Une jolie tentative de cinéma différent , poétique , performance d'acteurs aussi. L'histoire d'amour d'une jeune fille insouciante, sans ambition avec un jeune homme plus mature , qui veut se construire une place dans la société. Le couple se rencontre lors d'une soirée techno, coup de foudre, puis déambulera dans Paris au fil du temps . Très souvent leur chemin croisera des foules , en tournage réel , dans la foule , caméra à l'épaule. On retrouve la fraîcheur du Godard de la nouvelle vague, du " A bout de souffle " et des Champs Elysées , que l'on retrouve ici aussi en live, de longs plans séquence où le couple décline son amour en crise. Des plans des manifestations pour " Charlie" et manifestions plus dures de la CGT ou des Black Bocks. Mais aussi la beauté brute du Léos Carax , des "Amants du Pont Neuf" . Les acteurs se faufilent au milieu de ces événements historiques . Dans certaines séquences où l'image est électronique, très soignée , de très beaux textes sont lus en voix off, sur le monde contemporain , l'amour intemporel, le temps qui passe , la violence du monde. Beaucoup de poésie et surtout la performance de Noémie Scmidt, superbe de naturel, tour à tour attendrissante, charmeuse , petite peste, romantique , désabusée , et qui arrive à jouer , à "dramatiser" , au milieu des charges de CRS, ou du discours du président Macron pour l'enterrement Jonny Hallyday, incroyable Perf d'actrice. . On devine la bonne actrice qu'elle deviendra . La plus prometteuse de cette génération. A noter la superbe bande- son , dont 4 morceaux Tecno énormes et envoûtants de Laurent Garnier..
Liberté. Un mot qui perd son sens et devient un prétexte à filmer tout ce que l’on veut dans un contexte déjà chaotique. Paris est à nous, c’est ça, un film qui se veut loin de toutes contraintes pour retranscrire une réalité chamboulée dans une France qui n’avait nul besoin de cette mise en scène. (Lire la critique sur le site) Gwennaëlle Masle
Les points positifs de ce film sont son coût : 80000€, sa façon de le financer loin du CNC, sa forme : expérimentale et libre et surtout sa musique : celle de Laurent Garnier. Pour le reste il faut avoir envie de se taper 1H30 de pensées pseudo-philosophiques d'une indigence absolue qui pourraient faire passer Paulo Coehlo pour du Nietzche, et un jeu d'acteur particulièrement irritant, sans doute volontairement improvisé, du moins je l'espère sinon c'est grave. En fait le seul personnage tirant son épingle du jeu est Paris (et sa population) et c'est la seule bonne idée du film.

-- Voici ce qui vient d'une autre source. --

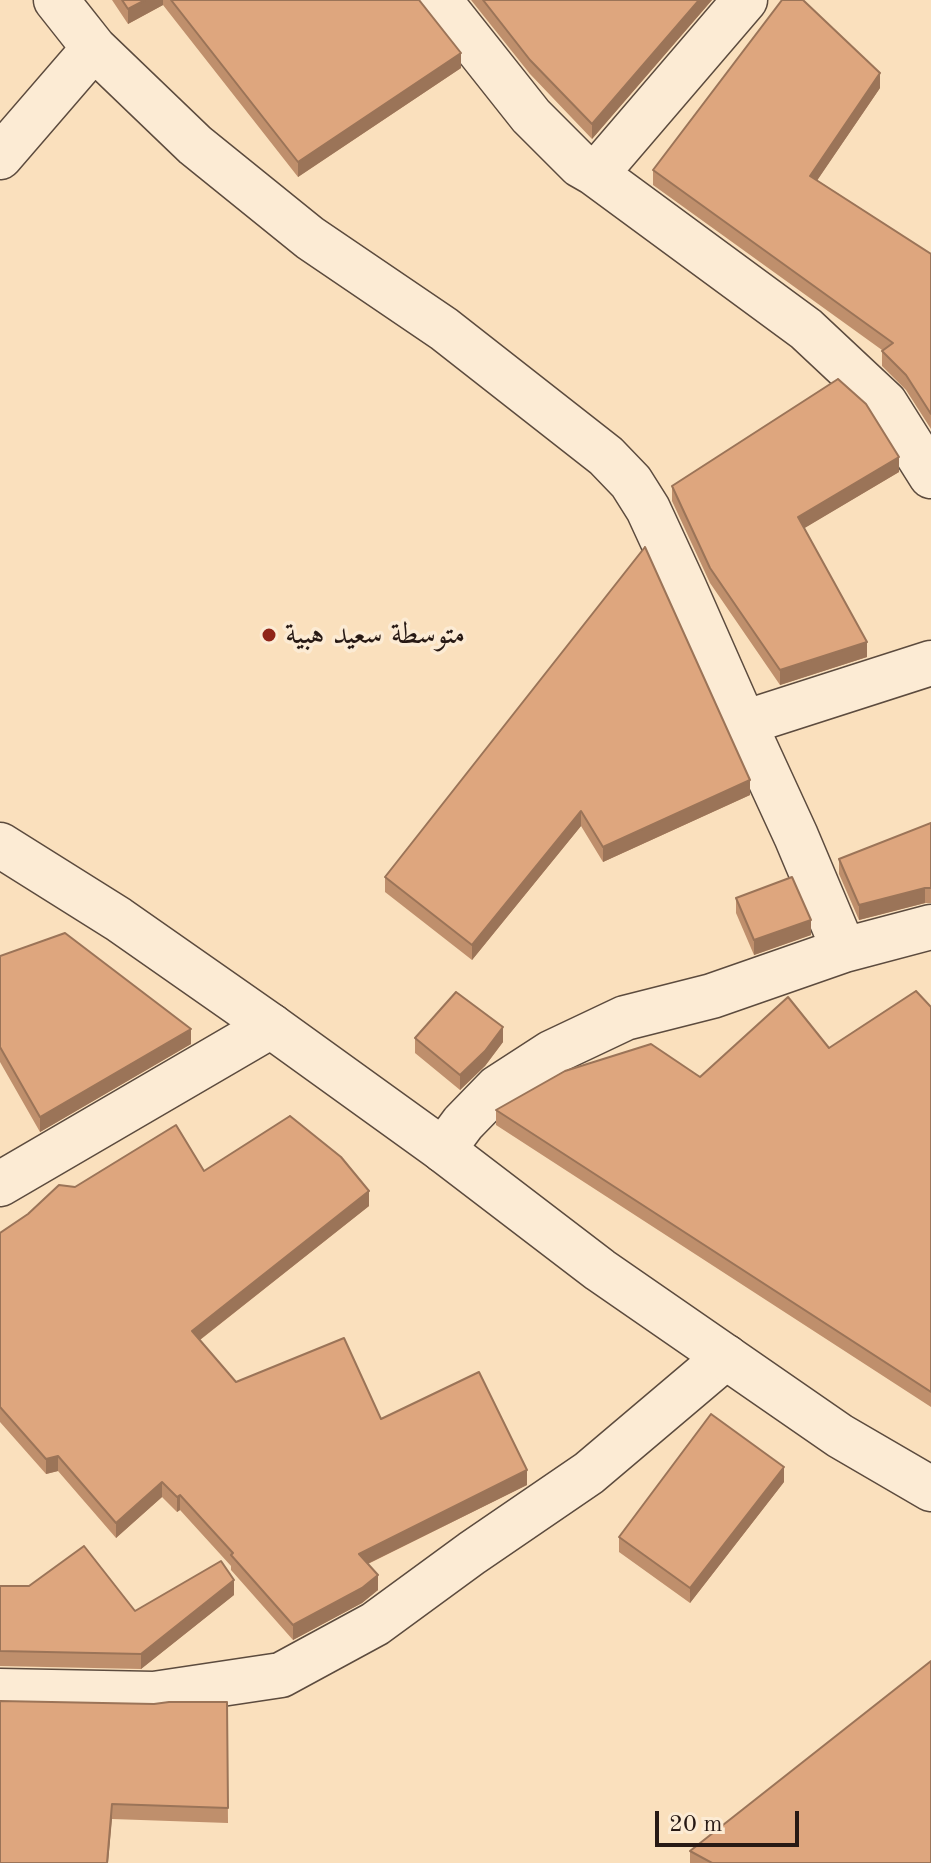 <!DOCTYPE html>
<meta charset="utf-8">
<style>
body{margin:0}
#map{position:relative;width:931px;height:1863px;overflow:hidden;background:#fae0bd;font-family:"Old Standard TT",serif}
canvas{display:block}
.scale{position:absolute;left:655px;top:1811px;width:144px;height:36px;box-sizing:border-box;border:4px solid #271914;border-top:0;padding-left:10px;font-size:24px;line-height:28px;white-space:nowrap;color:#271914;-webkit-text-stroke:6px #fcebd4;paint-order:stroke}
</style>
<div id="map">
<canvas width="931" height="1863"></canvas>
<div class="scale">20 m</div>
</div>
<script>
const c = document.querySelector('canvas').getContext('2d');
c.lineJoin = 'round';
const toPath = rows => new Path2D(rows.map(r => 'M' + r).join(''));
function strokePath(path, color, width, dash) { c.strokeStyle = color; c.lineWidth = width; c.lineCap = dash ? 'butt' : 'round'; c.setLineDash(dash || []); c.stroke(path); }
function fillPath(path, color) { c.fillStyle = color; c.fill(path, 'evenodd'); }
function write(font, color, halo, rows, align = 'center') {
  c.font = font + ' "Old Standard TT",Amiri,serif'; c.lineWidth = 7; c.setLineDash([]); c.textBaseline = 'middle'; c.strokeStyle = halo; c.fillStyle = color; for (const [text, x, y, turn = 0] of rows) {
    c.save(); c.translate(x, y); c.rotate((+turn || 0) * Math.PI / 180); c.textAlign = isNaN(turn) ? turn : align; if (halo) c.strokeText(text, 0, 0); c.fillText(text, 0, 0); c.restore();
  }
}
const minor = toPath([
 [56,0,94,48,195,145,310,238,444,329,606,456,631,482,648,509,684,587,744,723,796,836,844,950],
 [439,0,531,116,580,165,594,173,607,161,745,0],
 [0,157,94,48],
 [594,173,806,329,885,403,931,476],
 [744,723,931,663],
 [443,1150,463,1123,497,1088,551,1053,625,1018,712,996,844,950,931,927],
 [0,1184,271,1026],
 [0,1691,154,1694,281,1675,375,1624,472,1553,589,1473,726,1357]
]);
const tertiary = toPath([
 [0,845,118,919,271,1026,443,1150,600,1270,840,1436,931,1489]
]);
strokePath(minor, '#5c4b3e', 47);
strokePath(tertiary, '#5c4b3e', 47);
strokePath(minor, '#fcebd4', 44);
strokePath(tertiary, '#fcebd4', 44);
fillPath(toPath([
 [112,0,419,0,461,68,298,177,163,5,128,24],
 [471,0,712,0,592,139,530,74],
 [880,88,817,180,931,254,931,429,906,390,882,366,882,350,653,185,653,170],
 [899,472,804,528,867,657,780,685,710,583,672,501,672,486],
 [645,547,750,795,603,862,581,826,472,960,385,892,385,877],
 [931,823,931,903,925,903,859,920,839,874,839,859],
 [736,898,811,935,754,955,736,913],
 [0,956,191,1044,40,1132,0,1062],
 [931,1007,931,1407,496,1125,496,1110,700,1077,829,1048],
 [415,1038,503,1042,485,1066,460,1090,415,1053],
 [204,1171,369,1206,200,1340,236,1382,381,1419,527,1485,368,1564,378,1590,362,1603,293,1640,231,1570,231,1566,180,1510,177,1512,162,1497,116,1538,58,1471,46,1474,0,1422,0,1233,75,1187],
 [784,1482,690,1603,619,1552,619,1537],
 [0,1586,135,1611,234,1595,141,1669,0,1666],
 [227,1702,228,1823,112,1819,0,1863,154,1704],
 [690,1851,931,1863,690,1863]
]), '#bf8f6c');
fillPath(toPath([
 [145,0,163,0,163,5,128,24,128,9],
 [699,0,712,0,592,139,592,124],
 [461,53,461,68,298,177,298,162],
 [880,73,880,88,810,191,810,176],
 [899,457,899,472,798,532,798,517],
 [867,642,867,657,780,685,780,670],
 [750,780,750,795,603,862,603,847],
 [581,811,581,826,472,960,472,945],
 [925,888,925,903,859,920,859,905],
 [811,920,811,935,754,955,754,940],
 [503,1027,503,1042,485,1066,460,1090,460,1075],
 [191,1029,191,1044,40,1132,40,1117],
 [369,1191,369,1206,192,1346,192,1331],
 [58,1456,58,1471,46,1474,46,1459],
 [784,1467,784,1482,690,1603,690,1588],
 [527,1470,527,1485,359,1568,359,1554],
 [162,1482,162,1497,116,1538,116,1523],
 [180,1495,180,1510,177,1512,177,1497],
 [378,1575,378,1590,362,1603,293,1640,293,1625],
 [234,1580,234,1595,141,1669,141,1654],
 [112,1804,112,1819,108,1863,107,1863]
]), '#9b7458');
const building = toPath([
 [122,0,145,0,128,9,122,0],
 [171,0,419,0,461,53,298,162,171,0],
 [483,0,699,0,592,124,530,60,483,0],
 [782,0,803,0,880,73,810,176,931,254,931,414,906,375,882,351,893,343,653,170,782,0],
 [838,379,866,404,899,457,798,517,867,642,780,670,710,568,672,486,838,379],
 [645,547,750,780,603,847,581,811,472,945,385,877,645,547],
 [931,823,931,888,925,888,859,905,839,859,931,823],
 [792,877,811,920,754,940,736,898,792,877],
 [65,933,191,1029,40,1117,0,1047,0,956,65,933],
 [916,991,931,1007,931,1392,496,1110,565,1071,651,1044,700,1077,788,997,829,1048,916,991],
 [456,992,503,1027,485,1051,460,1075,415,1038,456,992],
 [290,1116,341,1157,369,1191,192,1331,236,1382,344,1338,381,1419,479,1372,527,1470,359,1554,378,1575,362,1588,293,1625,231,1555,233,1553,180,1495,177,1497,162,1482,116,1523,58,1456,46,1459,0,1407,0,1233,28,1214,59,1185,75,1187,176,1125,204,1171,290,1116],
 [711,1414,784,1467,690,1588,619,1537,711,1414],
 [84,1546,135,1611,221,1561,234,1580,141,1654,0,1651,0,1586,29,1586,84,1546],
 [931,1661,931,1863,712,1863,690,1851,931,1661],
 [0,1701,154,1704,169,1702,227,1702,228,1808,112,1804,107,1863,0,1863,0,1701]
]);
fillPath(building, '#dea67e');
strokePath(building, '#9b7458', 2);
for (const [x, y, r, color] of [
 [269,635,8,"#8f2418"]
]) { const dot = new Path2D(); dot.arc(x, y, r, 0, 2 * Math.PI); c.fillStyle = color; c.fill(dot); strokePath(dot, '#fcebd4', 3); }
write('30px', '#271914', '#fcebd4', [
 ["متوسطة سعيد هبية",285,635]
], 'left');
</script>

Voilà quand un ou une auteur se prend pour je ne sait qui et « pète plus haut que son cul ». Visuellement il y a certains plans magnifique mais narrativement que c’est soporifique... Que ce soit les personnages tous détestable, l’actrice principale insupportable ou les voix qui chuchotent derrière... C’est long alors que ça ne dure que 1h25. Il y avait peut-être un message derrière mais qu’il est mal exploité.
Ce film ne plait pas à tous car son ambition est justement de se détacher des tendances par son authenticité et son audace. C’est un jeu avec les lumières, les flashbacks et le brouillard intérieur d’une jeune fille en détresse. Il dérange parce qu’il n’apporte pas de réponse claire, laisse place à l’interprétation, et oblige le spectateur à s’approprier le film. Nous ne sommes plus habitués, et c’est bien dommage, aux films qui sortent des stéréotypes et plus ambitieux parce qu’ils ont le mérite de sortir des sentiers battus. Un moment agréable qui diversifie le cinéma français.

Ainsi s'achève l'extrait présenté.